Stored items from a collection

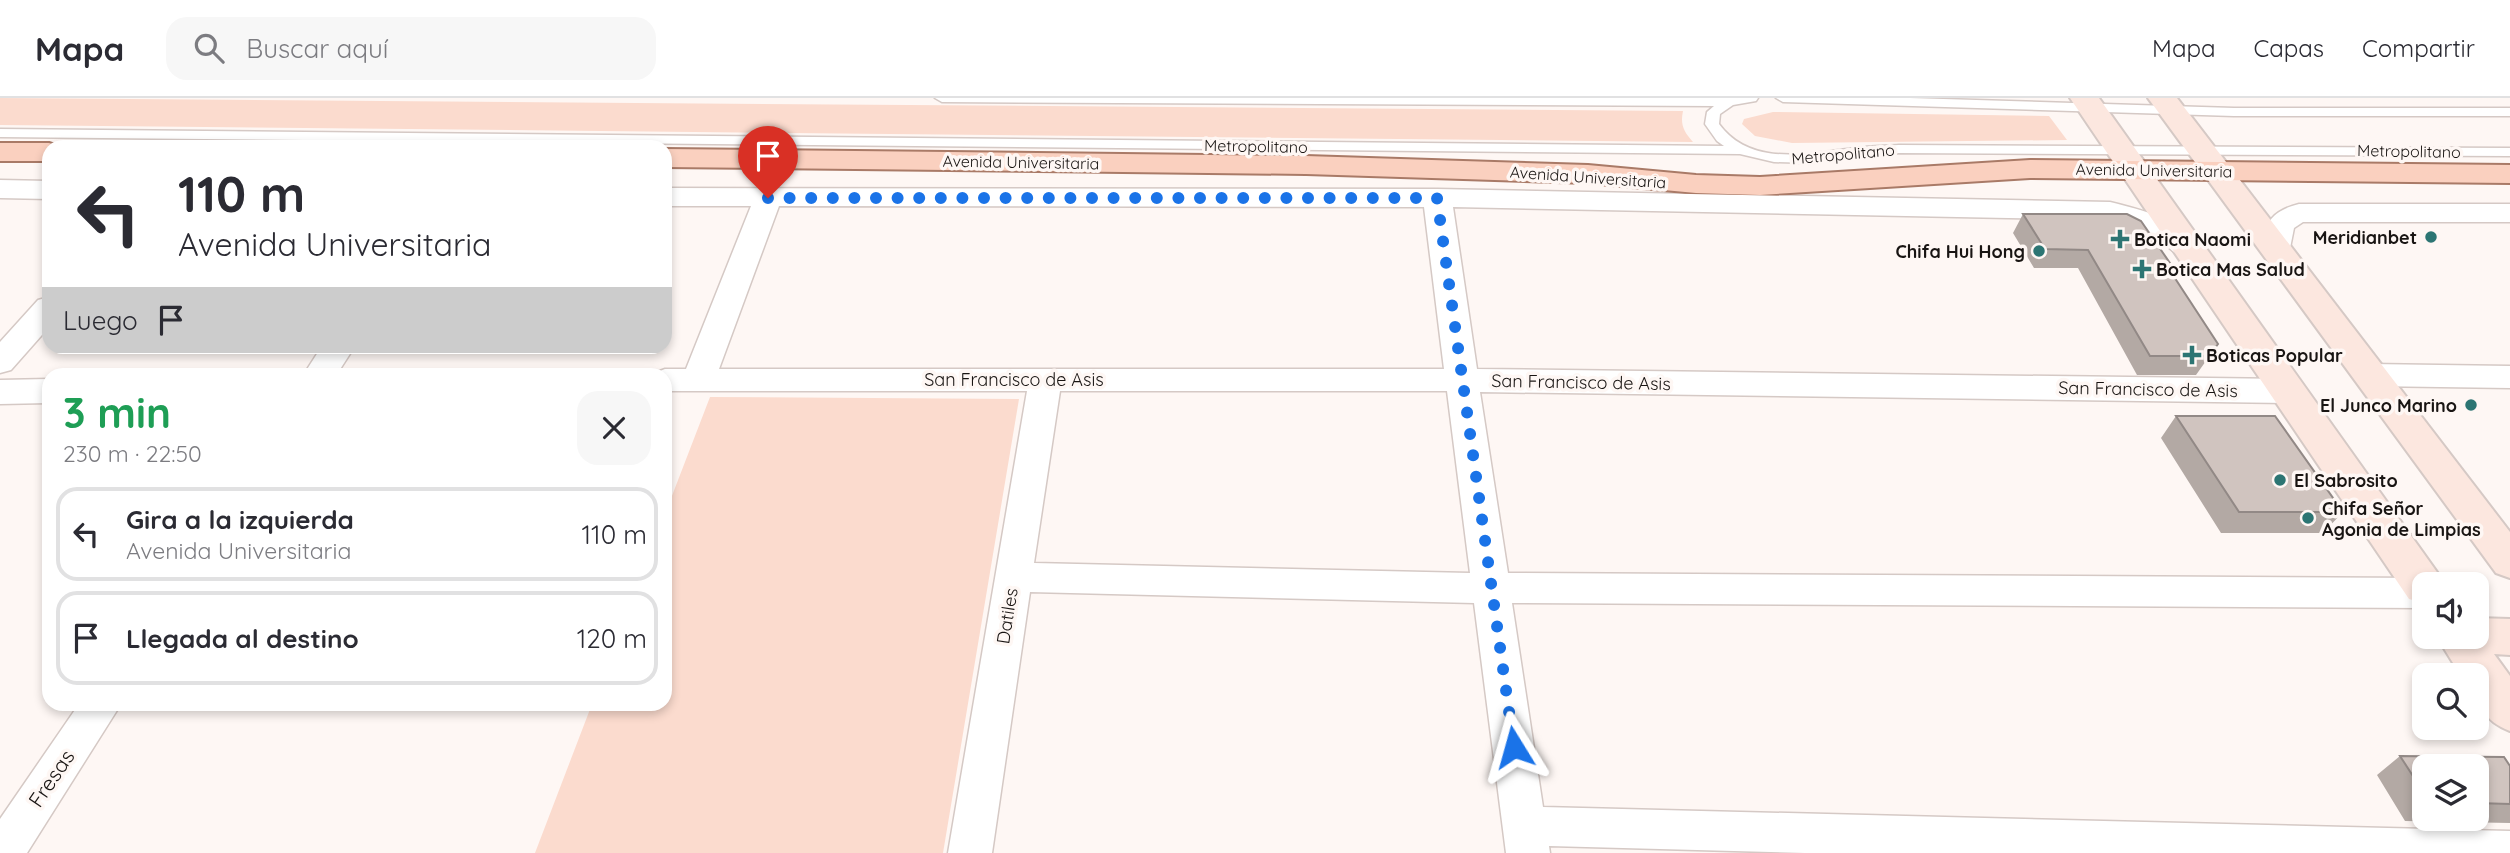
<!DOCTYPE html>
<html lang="es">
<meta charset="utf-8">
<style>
body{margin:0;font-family:Quicksand,sans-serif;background:#f7f7f7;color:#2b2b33;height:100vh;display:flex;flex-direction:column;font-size:26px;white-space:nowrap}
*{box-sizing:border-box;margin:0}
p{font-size:23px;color:#7c7c81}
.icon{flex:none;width:38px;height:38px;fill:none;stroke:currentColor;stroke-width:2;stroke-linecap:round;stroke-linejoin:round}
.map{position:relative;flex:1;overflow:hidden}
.details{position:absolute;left:42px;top:270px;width:630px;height:343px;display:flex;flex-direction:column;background:#fff;border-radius:21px;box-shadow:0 4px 10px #0003}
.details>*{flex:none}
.top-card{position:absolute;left:42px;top:42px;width:630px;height:214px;border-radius:21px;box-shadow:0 4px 10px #0003;background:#fff;color:#2b2b33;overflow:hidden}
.tools{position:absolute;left:2412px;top:474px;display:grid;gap:14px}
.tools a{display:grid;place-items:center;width:77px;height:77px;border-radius:14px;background:#fff;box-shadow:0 4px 10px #0003;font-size:35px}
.pin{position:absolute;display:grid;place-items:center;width:60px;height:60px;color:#fff;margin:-72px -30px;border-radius:50% 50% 50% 0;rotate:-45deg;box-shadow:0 0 7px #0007}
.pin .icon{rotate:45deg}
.me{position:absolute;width:77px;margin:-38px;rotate:352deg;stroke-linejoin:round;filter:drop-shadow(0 0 5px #0008)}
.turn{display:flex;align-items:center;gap:24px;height:147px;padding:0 21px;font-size:32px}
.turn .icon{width:91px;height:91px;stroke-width:2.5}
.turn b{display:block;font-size:49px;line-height:60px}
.then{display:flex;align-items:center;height:66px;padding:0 21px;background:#0003;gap:14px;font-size:26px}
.round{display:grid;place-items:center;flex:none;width:74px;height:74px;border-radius:21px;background:#f7f7f7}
.overview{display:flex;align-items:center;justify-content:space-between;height:119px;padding:0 21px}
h1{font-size:42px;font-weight:700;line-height:52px;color:#1e9e55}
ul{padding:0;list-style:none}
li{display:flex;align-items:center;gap:21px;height:94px;margin:0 14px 10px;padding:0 7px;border:4px solid #e1e1e2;border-radius:21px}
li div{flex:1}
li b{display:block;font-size:26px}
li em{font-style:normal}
header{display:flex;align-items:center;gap:42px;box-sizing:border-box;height:98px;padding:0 35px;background:#fff;border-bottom:2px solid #e1e1e2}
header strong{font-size:33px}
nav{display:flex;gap:38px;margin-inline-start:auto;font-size:24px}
.search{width:490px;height:63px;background:#f7f7f7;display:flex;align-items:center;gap:18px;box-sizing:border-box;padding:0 24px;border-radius:21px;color:#7c7c81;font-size:26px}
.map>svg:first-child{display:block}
.green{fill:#fbdbce}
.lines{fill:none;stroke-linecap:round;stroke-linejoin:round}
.lane-casing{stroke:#d5c9c5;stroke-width:3}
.street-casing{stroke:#d5c9c5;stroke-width:3}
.secondary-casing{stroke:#d5c9c5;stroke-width:4}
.primary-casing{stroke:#a97a67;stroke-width:4}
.lane{fill:#fff;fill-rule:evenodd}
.street{fill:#fff;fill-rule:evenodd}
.secondary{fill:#fce7df;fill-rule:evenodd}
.primary{fill:#fad0bf;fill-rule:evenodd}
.wall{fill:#b3a9a4;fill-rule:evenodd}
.building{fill:#d0c4bf;stroke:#928986;stroke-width:2}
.route{stroke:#1a73e8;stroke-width:12;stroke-dasharray:0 21.6}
.poi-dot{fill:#2c7573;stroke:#fef7f4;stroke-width:2.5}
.labels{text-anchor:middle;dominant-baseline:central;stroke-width:7;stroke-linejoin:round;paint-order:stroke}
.far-street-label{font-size:16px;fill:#191513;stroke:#fef7f4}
.poi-label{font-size:18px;font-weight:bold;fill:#191513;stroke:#fef7f4;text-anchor:start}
.street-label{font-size:18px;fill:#191513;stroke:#fef7f4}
.near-street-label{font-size:21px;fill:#191513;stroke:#fef7f4}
</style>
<header>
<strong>Mapa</strong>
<div class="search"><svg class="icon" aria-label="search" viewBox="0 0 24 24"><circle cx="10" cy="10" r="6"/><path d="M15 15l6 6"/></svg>Buscar aquí</div>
<nav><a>Mapa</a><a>Capas</a><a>Compartir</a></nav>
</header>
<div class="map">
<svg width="2510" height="755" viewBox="0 0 2510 755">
<rect width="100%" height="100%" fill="#fef7f4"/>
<path class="green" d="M0,0L1683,13C1680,27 1684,34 1693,44L0,27Z
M1773,14L2049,18L2067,42L1792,45L1755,38L1742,26L1744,21Z
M710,299L1019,301L943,755H535L592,606H665V416Z"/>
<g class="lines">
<defs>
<path id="lane" d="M935,0H1758L1756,3L1733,7L1720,16L1719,26C1751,70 1810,55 1855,50C1870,48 1885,48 1899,47L2510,50V58L1899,55L1854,58L1812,65L1774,64L1740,56L0,39V31L1724,48L1717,43L1705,26L1707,14L1714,8L942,4Z
M1776,0H1910L2234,10H2510V18H2234L1783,4Z"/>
<path id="street" d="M0,82L49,83V101L0,100Z
M665,90L1437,91L2110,104C2143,112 2185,123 2205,153L2201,160C2177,166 2170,146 2151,137C2137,131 2121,127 2107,122L1453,109L1477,271L2287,281L2299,285L2304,293L2299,301L2287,305L1480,294L1508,475L2424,480L2438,486H2424V510L1512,505L1543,709L2510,733V755H1805L1549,748L1550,755H1506L1474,505L1030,494L992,755H948L1027,293H665V276H652L665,271H686L751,108H665ZM779,108L1424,109L1444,271H719ZM1060,293H1447L1470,475L1034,465Z
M2299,106H2510V124H2303L2294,130L2290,150L2286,157L2275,159L2264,157L2260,150C2263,125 2274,112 2299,106Z
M49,199V229L11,272L0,275V244L38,202Z
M322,248H355L337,276H304Z
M2370,266L2510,268V290L2370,288L2358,285L2354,277L2358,269Z
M49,281V305L0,306V282Z
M79,606H121L27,755H0V721Z"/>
<path id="secondary" d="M2070,0H2099L2439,477L2443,486H2424V505L2409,501Z
M2148,0H2177L2510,434V480L2496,475Z
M2476,520L2510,521V557L2494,556L2510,578V633C2483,623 2476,605 2476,578H2461L2437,539H2476Z"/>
<path id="primary" d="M0,45H49L61,49H49V63H0Z
M665,51L1306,58L1588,67L1696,77L1760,79L2030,62L2510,67V85L2030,80L1760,97L1696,95L1588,85L1306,76L665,69Z"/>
</defs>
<use href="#lane" class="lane-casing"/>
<use href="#street" class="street-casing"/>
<use href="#secondary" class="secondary-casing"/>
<use href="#primary" class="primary-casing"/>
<use href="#lane" class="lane"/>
<use href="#street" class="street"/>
<use href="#secondary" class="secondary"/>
<use href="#primary" class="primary"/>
</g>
<path class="wall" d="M2023,116L2172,168L2169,171L2218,246L2196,277H2137L2078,170H2034L2013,135Z
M2176,318L2343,414L2323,435H2221L2161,340Z
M2400,658L2510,668V725L2405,723L2377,677ZM2424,668H2476V721H2424Z"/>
<path class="building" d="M2023,116H2127L2141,123L2172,168H2167L2218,246L2209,258H2150L2088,152L2045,151Z
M2176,318H2275L2343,414H2239Z
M2400,658L2504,659L2510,668V706L2476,705V668H2424V695Z"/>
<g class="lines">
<path class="route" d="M768,100H1437L1514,649"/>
</g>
<g class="poi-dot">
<circle cx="2431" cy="139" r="7"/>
<path d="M2116.5 130.5h7v7h7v7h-7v7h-7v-7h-7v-7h7z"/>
<circle cx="2039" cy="153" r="7"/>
<path d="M2138.5 160.5h7v7h7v7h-7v7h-7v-7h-7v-7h7z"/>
<path d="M2188.5 246.5h7v7h7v7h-7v7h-7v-7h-7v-7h7z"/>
<circle cx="2471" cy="307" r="7"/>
<circle cx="2280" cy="382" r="7"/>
<circle cx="2308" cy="420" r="7"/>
</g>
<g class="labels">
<g class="far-street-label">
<text transform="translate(1256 48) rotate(1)">Metropolitano</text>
<text transform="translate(2409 53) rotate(1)">Metropolitano</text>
<text transform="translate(1843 56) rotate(-5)">Metropolitano</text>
<text transform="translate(1021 64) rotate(1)">Avenida Universitaria</text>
<text transform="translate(2154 72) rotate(1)">Avenida Universitaria</text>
<text transform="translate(1588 79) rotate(4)">Avenida Universitaria</text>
</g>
<g class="poi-label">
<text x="2417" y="139" text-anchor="end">Meridianbet</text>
<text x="2134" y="141">Botica Naomi</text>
<text x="2025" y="153" text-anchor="end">Chifa Hui Hong</text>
<text x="2156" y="171">Botica Mas Salud</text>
<text x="2206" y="257">Boticas Popular</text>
<text x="2457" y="307" text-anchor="end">El Junco Marino</text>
<text x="2294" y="382">El Sabrosito</text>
<text x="2322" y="410">Chifa Señor<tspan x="2322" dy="21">Agonia de Limpias</tspan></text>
</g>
<g class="street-label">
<text x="1014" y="281">San Francisco de Asis</text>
<text transform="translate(1581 284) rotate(1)">San Francisco de Asis</text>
<text transform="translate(2148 291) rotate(1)">San Francisco de Asis</text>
<text transform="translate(1007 518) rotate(-81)">Datiles</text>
</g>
<g class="near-street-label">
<text transform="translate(51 680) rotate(-56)">Fresas</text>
</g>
</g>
</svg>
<div class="tools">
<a><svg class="icon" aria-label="sound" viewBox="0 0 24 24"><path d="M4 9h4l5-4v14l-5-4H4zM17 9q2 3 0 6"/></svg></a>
<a><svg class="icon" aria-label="search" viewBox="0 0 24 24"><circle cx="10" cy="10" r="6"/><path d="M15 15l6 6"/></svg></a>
<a><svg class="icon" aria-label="layers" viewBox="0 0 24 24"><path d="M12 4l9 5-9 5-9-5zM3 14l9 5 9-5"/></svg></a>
</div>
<div class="pin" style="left:768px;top:100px;background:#d93025"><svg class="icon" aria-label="arrive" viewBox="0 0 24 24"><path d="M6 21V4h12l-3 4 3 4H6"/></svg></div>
<svg class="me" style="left:1514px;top:649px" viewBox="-20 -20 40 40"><path d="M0-17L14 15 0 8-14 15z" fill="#1a73e8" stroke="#fff" stroke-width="4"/></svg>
<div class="top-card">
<div class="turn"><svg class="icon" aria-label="left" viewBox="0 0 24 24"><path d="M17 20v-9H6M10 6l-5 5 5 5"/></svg><div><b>110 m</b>Avenida Universitaria</div></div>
<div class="then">Luego<svg class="icon" aria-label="arrive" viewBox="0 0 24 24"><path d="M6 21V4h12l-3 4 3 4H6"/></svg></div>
</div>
<section class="details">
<div class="overview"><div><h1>3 min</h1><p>230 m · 22:50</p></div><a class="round"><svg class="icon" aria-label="close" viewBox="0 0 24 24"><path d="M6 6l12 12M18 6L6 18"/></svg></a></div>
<ul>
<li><svg class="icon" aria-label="left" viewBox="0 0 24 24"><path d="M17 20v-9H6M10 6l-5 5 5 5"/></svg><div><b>Gira a la izquierda</b><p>Avenida Universitaria</p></div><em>110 m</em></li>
<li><svg class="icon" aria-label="arrive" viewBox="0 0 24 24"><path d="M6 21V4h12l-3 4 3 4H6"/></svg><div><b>Llegada al destino</b></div><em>120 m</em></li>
</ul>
</section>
</div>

→ Goal of the exercise: From the data, list each line in which the string "overflow" appears.

→ The answer:
.map{position:relative;flex:1;overflow:hidden}
.top-card{position:absolute;left:42px;top:42px;width:630px;height:214px;border-radius:21px;box-shadow:0 4px 10px #0003;background:#fff;color:#2b2b33;overflow:hidden}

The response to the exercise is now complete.